Posted June 26, 2011 5:16 PM by Dylan Miyake

An article in Saturday, June 25's Wall Street Journal, "School Reform, Chicago Style," provided an interesting picture on measuring performance.

The schools were gathering a lot of data. "Two number crunchers at Marshall [High School] digested tens of thousands of data points, from the frequency of fights to cheerleaders' GPAs." After a year's worth of data collection and analysis, some schools in Chicago were seeing "promising trends."

According to Ascendant's 2011 strategy management survey--which we conducted in conjunction with our 2011 strategy execution summit--data quality was one of the top ten barriers to performance management and strategy execution. So, from this point of view, Chicago was succeeding with one of the harder issues.

Our strategy management survey found the number one barrier to performance management and strategy execution was funding. Chicago's worst performing schools were doing okay in the funding department as well--at least well enough in the days of declining budgets--because they received $20 million in federal money and an extra $7 million in local money.

However, even though Chicago Public Schools were able to overcome two of the biggest obstacles to performance management, the article presented a system that was achieving mixed results, at best.

In fact, the attitude of teachers and administrators toward the data collection and analysis was ambivalent. At one school, staffers complained about data collection and entry requirements, according to the Journal. One Chicago school administrator "embraced the process but worried the school was applying and measuring too many incremental changes without determining what works."

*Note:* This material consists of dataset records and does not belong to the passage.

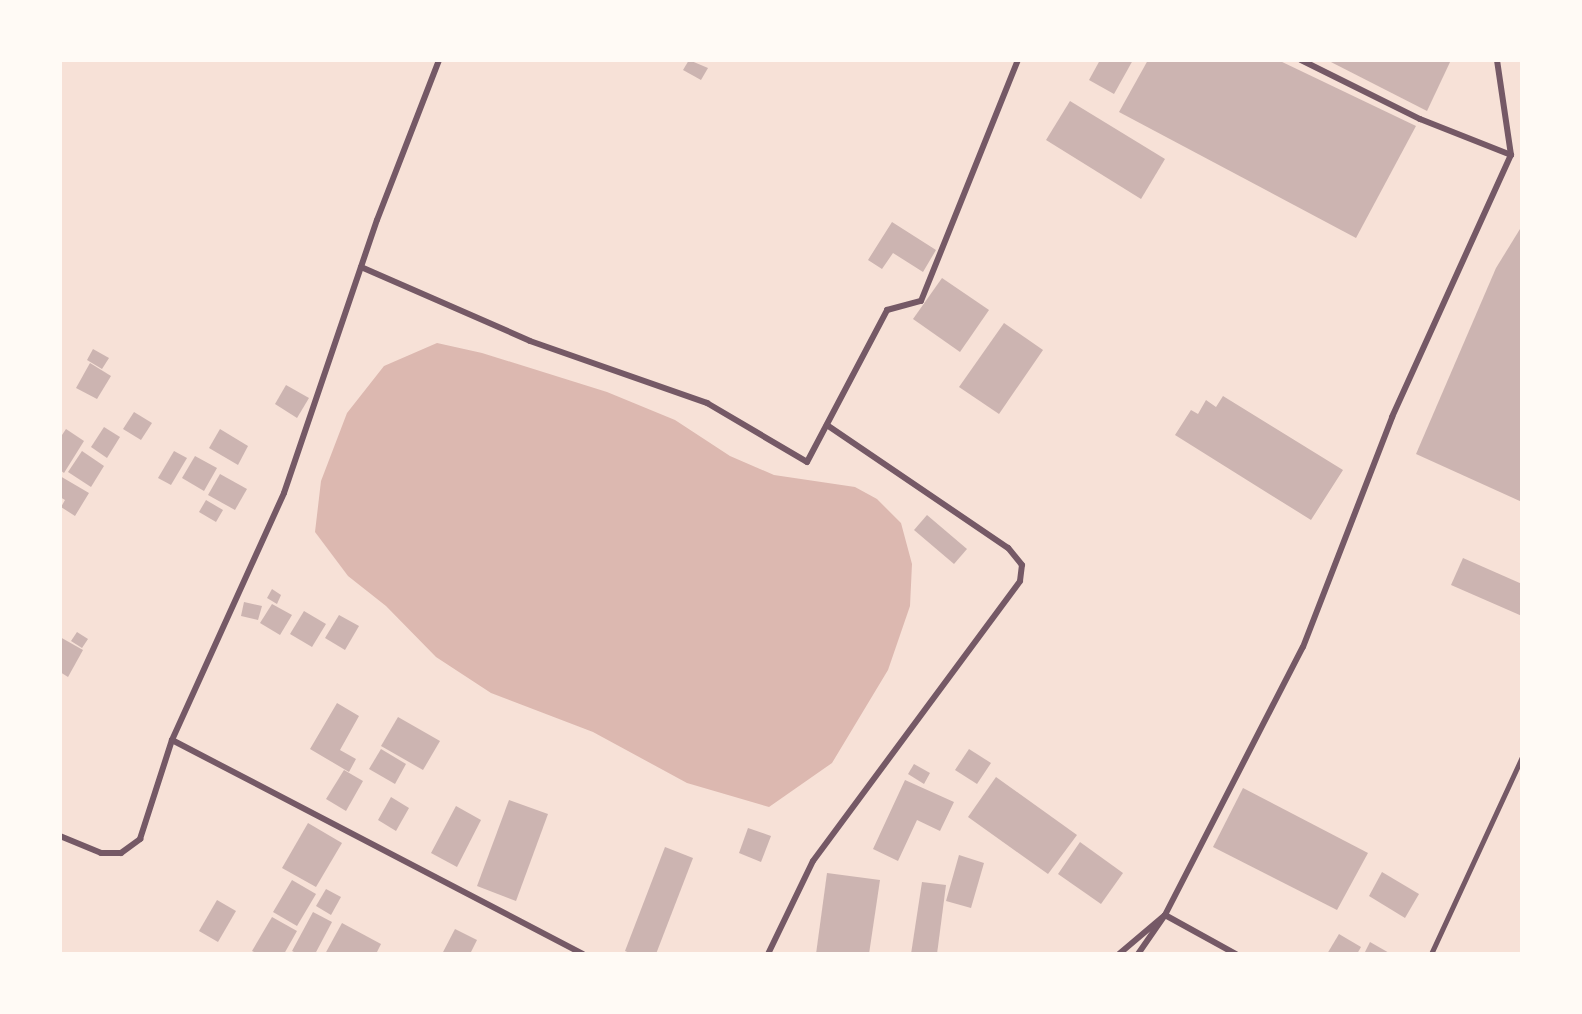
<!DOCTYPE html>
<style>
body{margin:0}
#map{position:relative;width:1582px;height:1014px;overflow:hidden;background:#f7e1d7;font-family:"Roboto Condensed",sans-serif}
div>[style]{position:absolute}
.water>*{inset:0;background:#dcb8b0}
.building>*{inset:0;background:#ccb4b1}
.service>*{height:4.5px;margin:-2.25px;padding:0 2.25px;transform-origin:2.25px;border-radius:2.25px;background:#755966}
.minor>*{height:6px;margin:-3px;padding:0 3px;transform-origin:3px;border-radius:3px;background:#755966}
span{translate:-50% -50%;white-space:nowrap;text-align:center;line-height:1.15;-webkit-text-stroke:4.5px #fffaf5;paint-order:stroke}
.frame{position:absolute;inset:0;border:62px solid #fffaf5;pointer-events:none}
</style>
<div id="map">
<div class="water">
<div style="clip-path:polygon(437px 343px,482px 353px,607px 392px,675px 420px,730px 456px,774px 475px,855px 487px,877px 499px,901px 523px,912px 564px,910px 606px,888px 670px,832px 763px,769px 807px,687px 783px,593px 732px,491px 693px,436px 657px,386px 606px,348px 576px,315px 532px,321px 481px,347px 413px,384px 366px)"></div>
</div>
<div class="building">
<div style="clip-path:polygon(689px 60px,708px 68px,701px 80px,683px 70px)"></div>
<div style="clip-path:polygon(1100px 60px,1133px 60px,1114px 94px,1089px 80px)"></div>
<div style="clip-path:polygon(1148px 60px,1278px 60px,1416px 126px,1356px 238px,1119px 112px)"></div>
<div style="clip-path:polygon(1327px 60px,1451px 60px,1427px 111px)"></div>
<div style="clip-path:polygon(1070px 101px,1165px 159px,1141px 199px,1046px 140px)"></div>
<div style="clip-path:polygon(892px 222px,936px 250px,923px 272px,893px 253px,882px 269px,868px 260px)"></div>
<div style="clip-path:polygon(1520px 229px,1522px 230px,1522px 502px,1416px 454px,1496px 268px)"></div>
<div style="clip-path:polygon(942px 278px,989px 310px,960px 352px,913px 319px)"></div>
<div style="clip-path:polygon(1004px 323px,1043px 350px,999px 414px,959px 387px)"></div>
<div style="clip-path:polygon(93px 349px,109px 358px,102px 369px,87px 360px)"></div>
<div style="clip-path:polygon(90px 363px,111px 376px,97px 399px,76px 388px)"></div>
<div style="clip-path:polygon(286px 385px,309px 398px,297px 418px,275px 404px)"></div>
<div style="clip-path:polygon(1223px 396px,1343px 470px,1311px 520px,1175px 435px,1191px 410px,1198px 414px,1206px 400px,1216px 407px)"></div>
<div style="clip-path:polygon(134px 412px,152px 423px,141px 440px,123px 429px)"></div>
<div style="clip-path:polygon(104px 427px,120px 437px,107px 458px,91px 447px)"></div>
<div style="clip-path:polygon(66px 429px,84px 441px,64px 473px,60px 470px,60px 438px)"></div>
<div style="clip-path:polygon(220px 429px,248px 446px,238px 465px,209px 448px)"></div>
<div style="clip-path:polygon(82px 451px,104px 466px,91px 487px,68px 472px)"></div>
<div style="clip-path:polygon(174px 451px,187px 458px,171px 485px,158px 478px)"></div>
<div style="clip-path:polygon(195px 456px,217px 468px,204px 491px,182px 478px)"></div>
<div style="clip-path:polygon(220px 474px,247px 489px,235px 510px,208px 495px)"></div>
<div style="clip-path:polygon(60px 476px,89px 493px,75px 516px,61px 507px,65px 500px,60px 497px)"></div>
<div style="clip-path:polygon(206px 500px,223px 510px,216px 522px,199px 512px)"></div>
<div style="clip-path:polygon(927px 515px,967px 549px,954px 564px,914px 530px)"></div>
<div style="clip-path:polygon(1463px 558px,1522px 584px,1522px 616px,1451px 585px)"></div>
<div style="clip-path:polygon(272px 589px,281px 595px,277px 604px,267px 598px)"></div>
<div style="clip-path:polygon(244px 602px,262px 606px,258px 620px,241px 616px)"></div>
<div style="clip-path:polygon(272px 604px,292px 615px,280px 635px,260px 623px)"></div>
<div style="clip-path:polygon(304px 611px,326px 624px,312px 647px,290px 634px)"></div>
<div style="clip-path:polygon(339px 615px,359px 626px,345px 650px,325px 638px)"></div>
<div style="clip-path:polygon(77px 632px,88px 639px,82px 648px,71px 641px)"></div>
<div style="clip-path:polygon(60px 637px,83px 650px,68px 677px,60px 672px)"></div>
<div style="clip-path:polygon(337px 703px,359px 716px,340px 750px,356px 759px,349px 772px,310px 749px)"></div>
<div style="clip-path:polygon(398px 717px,440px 741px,423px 770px,381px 746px)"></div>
<div style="clip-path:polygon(381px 749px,406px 764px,395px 784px,369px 769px)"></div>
<div style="clip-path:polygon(969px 749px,991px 763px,977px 784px,955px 770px)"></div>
<div style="clip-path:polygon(914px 764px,930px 773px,924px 784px,908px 774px)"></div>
<div style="clip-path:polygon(344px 770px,363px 781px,346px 811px,326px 799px)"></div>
<div style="clip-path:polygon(996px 777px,1077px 835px,1048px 874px,968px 817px)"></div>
<div style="clip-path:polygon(905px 780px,954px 802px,940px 831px,917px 820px,898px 861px,873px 849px)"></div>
<div style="clip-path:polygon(1243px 788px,1368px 853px,1337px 910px,1213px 847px)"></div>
<div style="clip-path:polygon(391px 797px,409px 808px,396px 831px,378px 820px)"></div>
<div style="clip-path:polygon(509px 800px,548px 814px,516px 901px,477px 886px)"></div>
<div style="clip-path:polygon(456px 806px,481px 820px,457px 867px,431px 853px)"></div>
<div style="clip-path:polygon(308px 823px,342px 843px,316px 887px,282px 868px)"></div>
<div style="clip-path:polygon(748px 828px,771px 836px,761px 862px,739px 853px)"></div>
<div style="clip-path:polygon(1080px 842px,1123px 873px,1101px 904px,1058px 874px)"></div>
<div style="clip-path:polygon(665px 847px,693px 858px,656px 954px,632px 954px,625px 951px)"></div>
<div style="clip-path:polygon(959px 855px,984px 863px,971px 908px,946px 901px)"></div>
<div style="clip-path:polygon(1382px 872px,1419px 894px,1405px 918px,1369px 896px)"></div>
<div style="clip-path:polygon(827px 873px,880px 880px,869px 954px,816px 954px)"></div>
<div style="clip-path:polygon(292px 880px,316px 894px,297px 926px,273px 912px)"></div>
<div style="clip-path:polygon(922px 882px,946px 885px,937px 954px,911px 954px)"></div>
<div style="clip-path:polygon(326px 889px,341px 897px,331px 915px,316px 906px)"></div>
<div style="clip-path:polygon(217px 900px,236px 911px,218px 942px,199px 931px)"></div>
<div style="clip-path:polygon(313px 912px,332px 922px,315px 954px,298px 954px,292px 951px)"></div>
<div style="clip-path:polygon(272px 917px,297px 931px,284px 954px,258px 954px,252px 951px)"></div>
<div style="clip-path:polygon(342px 923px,381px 944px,376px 954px,325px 954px)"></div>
<div style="clip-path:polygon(455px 929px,477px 940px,470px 954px,442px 954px)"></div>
<div style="clip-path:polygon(1339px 934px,1361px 947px,1357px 954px,1327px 954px)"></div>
<div style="clip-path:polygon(1370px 942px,1391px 954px,1364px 954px)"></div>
</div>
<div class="service">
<div style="left:1431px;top:954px;width:217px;rotate:-65.2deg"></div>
</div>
<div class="minor">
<div style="left:1301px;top:60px;width:133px;rotate:26.4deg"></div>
<div style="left:1420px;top:119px;width:98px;rotate:21.6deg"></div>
<div style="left:361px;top:267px;width:184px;rotate:23.6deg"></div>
<div style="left:530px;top:341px;width:188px;rotate:19.3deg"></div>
<div style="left:707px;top:403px;width:116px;rotate:30.5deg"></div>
<div style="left:807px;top:462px;width:172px;rotate:-62.2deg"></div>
<div style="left:887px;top:310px;width:35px;rotate:-15deg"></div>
<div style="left:921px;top:301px;width:260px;rotate:-68.1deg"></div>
<div style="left:172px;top:740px;width:463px;rotate:27.5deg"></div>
<div style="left:60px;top:836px;width:44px;rotate:22.5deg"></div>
<div style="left:101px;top:853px;width:20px"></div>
<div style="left:121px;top:853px;width:24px;rotate:-36deg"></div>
<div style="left:140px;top:839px;width:104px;rotate:-72.1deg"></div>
<div style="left:172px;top:740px;width:271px;rotate:-65.6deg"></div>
<div style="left:284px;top:493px;width:288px;rotate:-71.2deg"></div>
<div style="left:377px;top:220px;width:172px;rotate:-68.8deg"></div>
<div style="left:768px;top:954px;width:103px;rotate:-64.2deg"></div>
<div style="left:813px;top:861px;width:348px;rotate:-53.5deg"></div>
<div style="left:1020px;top:581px;width:16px;rotate:-83deg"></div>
<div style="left:1022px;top:565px;width:22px;rotate:-129deg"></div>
<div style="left:1008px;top:548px;width:219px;rotate:-145.8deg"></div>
<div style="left:1119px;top:954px;width:60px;rotate:-40.3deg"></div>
<div style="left:1165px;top:915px;width:81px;rotate:28.8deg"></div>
<div style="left:1138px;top:954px;width:47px;rotate:-55.3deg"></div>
<div style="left:1165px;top:915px;width:301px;rotate:-62.8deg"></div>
<div style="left:1303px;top:647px;width:247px;rotate:-68.8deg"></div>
<div style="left:1392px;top:417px;width:288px;rotate:-65.6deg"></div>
<div style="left:1511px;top:155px;width:96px;rotate:-98.4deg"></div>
</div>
<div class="frame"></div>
</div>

I think that points to the crux of the problem for Chicago Public Schools--they are measuring too many things. They decided they needed to measure their performance, but this performance measurement was not linked to a strategy. They hadn't taken the time to decide what issues weren't strategic and, therefore, what data they didn't need to track on a regular basis.

"It's very hard to get any sense of cause and effect," assistant principal Matt Curtis said. "We need to home in on a strategy or two and make the commitment to run with that."

As Chicago may find out, without the strategy piece, gains from measuring performance will be hard to maintain.